__What you will do__. After reading the entries below, copy word for word the lines from the first through the line containing "display:block; font-size:56px; line-height:68px", and stop there.
******************************
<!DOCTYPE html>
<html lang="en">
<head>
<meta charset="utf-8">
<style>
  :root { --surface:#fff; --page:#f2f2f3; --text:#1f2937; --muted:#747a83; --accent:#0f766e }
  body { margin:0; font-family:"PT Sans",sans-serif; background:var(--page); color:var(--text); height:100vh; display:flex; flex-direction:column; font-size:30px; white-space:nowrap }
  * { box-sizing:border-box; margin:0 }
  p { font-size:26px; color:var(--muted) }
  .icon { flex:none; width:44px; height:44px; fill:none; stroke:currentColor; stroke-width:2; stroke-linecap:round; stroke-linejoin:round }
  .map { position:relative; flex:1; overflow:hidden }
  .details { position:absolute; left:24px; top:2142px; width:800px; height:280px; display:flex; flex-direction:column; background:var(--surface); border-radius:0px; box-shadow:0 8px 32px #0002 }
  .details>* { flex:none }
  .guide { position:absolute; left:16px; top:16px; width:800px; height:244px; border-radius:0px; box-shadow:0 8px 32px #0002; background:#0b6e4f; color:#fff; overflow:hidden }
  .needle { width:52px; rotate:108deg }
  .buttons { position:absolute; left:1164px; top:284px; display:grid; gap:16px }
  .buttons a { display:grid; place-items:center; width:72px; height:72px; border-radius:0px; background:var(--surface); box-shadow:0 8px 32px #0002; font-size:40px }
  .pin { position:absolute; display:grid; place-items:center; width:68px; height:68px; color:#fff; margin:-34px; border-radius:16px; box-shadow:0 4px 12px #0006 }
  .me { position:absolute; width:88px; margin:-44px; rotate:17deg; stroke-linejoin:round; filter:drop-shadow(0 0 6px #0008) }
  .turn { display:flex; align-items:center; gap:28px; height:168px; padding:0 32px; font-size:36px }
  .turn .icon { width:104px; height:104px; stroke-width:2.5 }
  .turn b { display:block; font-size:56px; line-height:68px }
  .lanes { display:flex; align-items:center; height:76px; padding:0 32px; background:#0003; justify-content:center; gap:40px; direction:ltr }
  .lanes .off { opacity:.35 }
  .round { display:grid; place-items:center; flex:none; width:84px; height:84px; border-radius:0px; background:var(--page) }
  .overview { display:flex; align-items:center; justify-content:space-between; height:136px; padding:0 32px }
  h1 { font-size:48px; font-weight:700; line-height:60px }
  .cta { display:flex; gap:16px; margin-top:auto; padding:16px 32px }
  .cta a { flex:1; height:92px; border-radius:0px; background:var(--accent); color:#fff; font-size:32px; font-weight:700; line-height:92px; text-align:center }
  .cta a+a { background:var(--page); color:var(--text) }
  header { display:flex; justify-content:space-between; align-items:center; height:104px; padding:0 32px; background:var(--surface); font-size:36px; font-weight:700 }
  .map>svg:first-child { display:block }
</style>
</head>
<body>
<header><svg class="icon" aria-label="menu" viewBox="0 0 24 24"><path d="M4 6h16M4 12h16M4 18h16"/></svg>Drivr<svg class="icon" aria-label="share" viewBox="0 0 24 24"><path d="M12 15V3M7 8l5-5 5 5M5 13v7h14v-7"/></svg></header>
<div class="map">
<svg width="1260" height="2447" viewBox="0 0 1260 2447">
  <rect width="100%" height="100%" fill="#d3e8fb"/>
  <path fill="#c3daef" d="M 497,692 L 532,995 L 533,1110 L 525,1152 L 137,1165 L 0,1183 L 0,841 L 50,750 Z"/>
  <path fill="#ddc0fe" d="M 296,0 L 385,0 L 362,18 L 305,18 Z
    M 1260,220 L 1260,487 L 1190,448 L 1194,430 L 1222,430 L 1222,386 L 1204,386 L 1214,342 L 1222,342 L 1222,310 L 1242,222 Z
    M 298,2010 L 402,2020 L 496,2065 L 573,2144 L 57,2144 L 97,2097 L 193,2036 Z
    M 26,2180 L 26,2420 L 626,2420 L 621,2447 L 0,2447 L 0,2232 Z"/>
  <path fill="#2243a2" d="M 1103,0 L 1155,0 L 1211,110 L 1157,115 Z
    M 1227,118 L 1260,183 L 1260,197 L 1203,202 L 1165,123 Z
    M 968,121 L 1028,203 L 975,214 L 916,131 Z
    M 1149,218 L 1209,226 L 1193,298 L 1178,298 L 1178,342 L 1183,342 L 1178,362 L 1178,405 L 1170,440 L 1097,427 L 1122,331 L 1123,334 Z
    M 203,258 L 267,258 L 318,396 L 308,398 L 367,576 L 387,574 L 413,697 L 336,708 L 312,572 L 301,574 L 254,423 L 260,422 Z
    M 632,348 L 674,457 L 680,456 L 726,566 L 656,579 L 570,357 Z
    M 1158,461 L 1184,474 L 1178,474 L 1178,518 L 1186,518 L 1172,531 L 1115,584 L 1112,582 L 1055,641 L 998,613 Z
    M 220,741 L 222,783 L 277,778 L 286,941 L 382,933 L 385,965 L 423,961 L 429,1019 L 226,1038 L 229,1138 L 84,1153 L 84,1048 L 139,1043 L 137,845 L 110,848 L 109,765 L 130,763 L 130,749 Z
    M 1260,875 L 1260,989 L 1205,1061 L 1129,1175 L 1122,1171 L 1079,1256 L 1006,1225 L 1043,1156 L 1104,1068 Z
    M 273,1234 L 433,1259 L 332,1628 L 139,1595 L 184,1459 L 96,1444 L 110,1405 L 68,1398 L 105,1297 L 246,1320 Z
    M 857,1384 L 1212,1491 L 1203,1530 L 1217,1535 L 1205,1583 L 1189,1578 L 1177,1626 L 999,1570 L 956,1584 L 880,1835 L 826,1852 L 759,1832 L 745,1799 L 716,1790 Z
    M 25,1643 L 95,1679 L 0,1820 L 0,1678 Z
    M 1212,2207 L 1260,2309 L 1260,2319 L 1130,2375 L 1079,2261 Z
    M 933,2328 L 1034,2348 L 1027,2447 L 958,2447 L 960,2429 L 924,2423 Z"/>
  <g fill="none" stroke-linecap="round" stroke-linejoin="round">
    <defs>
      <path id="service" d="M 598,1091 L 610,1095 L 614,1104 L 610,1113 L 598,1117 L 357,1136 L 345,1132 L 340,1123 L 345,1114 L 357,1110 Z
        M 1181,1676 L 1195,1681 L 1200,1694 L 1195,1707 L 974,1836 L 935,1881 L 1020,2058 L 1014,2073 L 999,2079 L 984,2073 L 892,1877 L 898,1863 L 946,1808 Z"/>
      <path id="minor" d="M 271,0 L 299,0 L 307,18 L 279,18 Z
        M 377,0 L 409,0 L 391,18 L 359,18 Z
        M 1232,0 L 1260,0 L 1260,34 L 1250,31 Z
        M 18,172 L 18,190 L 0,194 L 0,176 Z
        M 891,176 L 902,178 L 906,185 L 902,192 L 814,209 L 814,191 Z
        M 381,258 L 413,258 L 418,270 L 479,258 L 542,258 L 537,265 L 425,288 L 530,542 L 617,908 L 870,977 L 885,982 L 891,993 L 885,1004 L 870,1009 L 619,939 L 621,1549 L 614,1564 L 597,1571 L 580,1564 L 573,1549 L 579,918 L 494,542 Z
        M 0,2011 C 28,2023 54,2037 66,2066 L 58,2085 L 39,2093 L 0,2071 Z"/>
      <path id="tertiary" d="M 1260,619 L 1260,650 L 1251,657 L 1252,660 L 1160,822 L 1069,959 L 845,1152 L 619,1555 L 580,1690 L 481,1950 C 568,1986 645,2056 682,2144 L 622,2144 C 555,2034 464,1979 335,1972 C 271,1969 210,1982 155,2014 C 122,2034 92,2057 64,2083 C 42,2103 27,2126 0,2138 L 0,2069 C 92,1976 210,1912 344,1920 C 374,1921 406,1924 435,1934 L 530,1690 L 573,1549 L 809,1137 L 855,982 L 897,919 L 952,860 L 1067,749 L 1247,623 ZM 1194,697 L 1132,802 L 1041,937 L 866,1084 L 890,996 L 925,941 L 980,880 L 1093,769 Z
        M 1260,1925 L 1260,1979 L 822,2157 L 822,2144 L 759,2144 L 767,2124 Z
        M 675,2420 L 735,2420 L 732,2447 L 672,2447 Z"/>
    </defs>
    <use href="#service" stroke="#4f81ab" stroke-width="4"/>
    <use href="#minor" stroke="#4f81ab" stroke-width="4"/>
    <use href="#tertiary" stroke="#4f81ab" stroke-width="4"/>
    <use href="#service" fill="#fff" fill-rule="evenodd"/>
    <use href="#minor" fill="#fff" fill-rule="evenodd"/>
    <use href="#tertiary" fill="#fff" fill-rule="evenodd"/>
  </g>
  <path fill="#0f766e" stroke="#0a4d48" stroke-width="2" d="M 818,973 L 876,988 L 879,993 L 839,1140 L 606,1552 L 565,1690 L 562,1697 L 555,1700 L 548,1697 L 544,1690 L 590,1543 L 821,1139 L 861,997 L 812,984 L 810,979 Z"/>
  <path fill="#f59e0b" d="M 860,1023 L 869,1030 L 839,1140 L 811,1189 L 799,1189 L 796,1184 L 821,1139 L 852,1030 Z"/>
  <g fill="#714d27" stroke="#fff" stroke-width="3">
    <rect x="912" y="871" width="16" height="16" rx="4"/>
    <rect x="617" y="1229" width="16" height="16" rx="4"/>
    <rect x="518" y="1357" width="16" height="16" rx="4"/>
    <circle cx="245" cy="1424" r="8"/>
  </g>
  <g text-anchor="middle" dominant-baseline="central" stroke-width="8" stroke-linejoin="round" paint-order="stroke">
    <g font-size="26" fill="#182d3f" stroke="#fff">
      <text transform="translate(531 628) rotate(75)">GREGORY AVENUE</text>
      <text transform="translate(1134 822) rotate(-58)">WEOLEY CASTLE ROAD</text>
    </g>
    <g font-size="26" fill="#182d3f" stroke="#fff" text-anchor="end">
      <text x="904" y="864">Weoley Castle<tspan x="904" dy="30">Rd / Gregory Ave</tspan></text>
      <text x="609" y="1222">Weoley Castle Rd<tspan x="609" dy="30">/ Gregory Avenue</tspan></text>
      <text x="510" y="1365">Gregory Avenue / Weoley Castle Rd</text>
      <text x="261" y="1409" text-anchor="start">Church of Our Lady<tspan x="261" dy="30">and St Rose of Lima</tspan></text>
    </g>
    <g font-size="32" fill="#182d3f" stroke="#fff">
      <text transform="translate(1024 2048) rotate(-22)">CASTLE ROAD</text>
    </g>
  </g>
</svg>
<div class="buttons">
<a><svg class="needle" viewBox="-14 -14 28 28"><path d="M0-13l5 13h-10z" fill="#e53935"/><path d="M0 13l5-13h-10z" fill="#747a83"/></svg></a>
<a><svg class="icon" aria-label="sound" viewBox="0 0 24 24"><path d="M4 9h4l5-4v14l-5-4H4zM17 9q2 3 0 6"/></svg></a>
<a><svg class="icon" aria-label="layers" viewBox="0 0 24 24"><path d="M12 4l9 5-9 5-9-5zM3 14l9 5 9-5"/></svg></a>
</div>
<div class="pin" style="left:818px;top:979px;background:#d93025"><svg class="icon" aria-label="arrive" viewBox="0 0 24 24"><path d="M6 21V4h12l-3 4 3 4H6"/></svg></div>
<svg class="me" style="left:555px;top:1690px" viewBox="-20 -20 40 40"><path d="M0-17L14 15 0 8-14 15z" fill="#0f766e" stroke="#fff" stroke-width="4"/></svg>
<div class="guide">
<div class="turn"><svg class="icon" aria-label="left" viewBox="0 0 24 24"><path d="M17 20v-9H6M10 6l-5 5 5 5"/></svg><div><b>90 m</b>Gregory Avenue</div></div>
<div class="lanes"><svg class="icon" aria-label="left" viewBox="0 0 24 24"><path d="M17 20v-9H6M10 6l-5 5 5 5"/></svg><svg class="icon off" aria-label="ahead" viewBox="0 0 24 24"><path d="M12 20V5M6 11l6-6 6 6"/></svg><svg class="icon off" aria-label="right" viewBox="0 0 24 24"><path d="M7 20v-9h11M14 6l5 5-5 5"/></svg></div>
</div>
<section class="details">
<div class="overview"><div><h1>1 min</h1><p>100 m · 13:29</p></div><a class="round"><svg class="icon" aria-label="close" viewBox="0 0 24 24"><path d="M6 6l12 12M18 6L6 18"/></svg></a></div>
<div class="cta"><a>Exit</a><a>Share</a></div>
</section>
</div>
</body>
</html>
******************************
__Result for this exercise__.
<!DOCTYPE html>
<html lang="en">
<head>
<meta charset="utf-8">
<style>
  :root { --surface:#fff; --page:#f2f2f3; --text:#1f2937; --muted:#747a83; --accent:#0f766e }
  body { margin:0; font-family:"PT Sans",sans-serif; background:var(--page); color:var(--text); height:100vh; display:flex; flex-direction:column; font-size:30px; white-space:nowrap }
  * { box-sizing:border-box; margin:0 }
  p { font-size:26px; color:var(--muted) }
  .icon { flex:none; width:44px; height:44px; fill:none; stroke:currentColor; stroke-width:2; stroke-linecap:round; stroke-linejoin:round }
  .map { position:relative; flex:1; overflow:hidden }
  .details { position:absolute; left:24px; top:2142px; width:800px; height:280px; display:flex; flex-direction:column; background:var(--surface); border-radius:0px; box-shadow:0 8px 32px #0002 }
  .details>* { flex:none }
  .guide { position:absolute; left:16px; top:16px; width:800px; height:244px; border-radius:0px; box-shadow:0 8px 32px #0002; background:#0b6e4f; color:#fff; overflow:hidden }
  .needle { width:52px; rotate:108deg }
  .buttons { position:absolute; left:1164px; top:284px; display:grid; gap:16px }
  .buttons a { display:grid; place-items:center; width:72px; height:72px; border-radius:0px; background:var(--surface); box-shadow:0 8px 32px #0002; font-size:40px }
  .pin { position:absolute; display:grid; place-items:center; width:68px; height:68px; color:#fff; margin:-34px; border-radius:16px; box-shadow:0 4px 12px #0006 }
  .me { position:absolute; width:88px; margin:-44px; rotate:17deg; stroke-linejoin:round; filter:drop-shadow(0 0 6px #0008) }
  .turn { display:flex; align-items:center; gap:28px; height:168px; padding:0 32px; font-size:36px }
  .turn .icon { width:104px; height:104px; stroke-width:2.5 }
  .turn b { display:block; font-size:56px; line-height:68px }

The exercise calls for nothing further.